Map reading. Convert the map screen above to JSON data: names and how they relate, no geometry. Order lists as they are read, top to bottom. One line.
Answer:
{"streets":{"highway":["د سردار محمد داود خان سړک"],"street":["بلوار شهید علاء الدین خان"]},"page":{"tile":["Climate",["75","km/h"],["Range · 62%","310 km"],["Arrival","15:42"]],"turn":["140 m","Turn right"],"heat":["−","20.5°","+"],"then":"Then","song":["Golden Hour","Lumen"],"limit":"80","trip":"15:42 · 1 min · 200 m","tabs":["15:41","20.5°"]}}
########
| HOW TO COMPLETE THIS TASK |
The task requires an exact transcription of all the data.

| TASK RESPONSE |
Map reading. Convert the map screen above to JSON data: names and how they relate, no geometry. Order lists as they are read, top to bottom. One line.
Answer:
{"streets":{"highway":["د سردار محمد داود خان سړک"],"street":["بلوار شهید علاء الدین خان"]},"page":{"tile":["Climate",["75","km/h"],["Range · 62%","310 km"],["Arrival","15:42"]],"turn":["140 m","Turn right"],"heat":["−","20.5°","+"],"then":"Then","song":["Golden Hour","Lumen"],"limit":"80","trip":"15:42 · 1 min · 200 m","tabs":["15:41","20.5°"]}}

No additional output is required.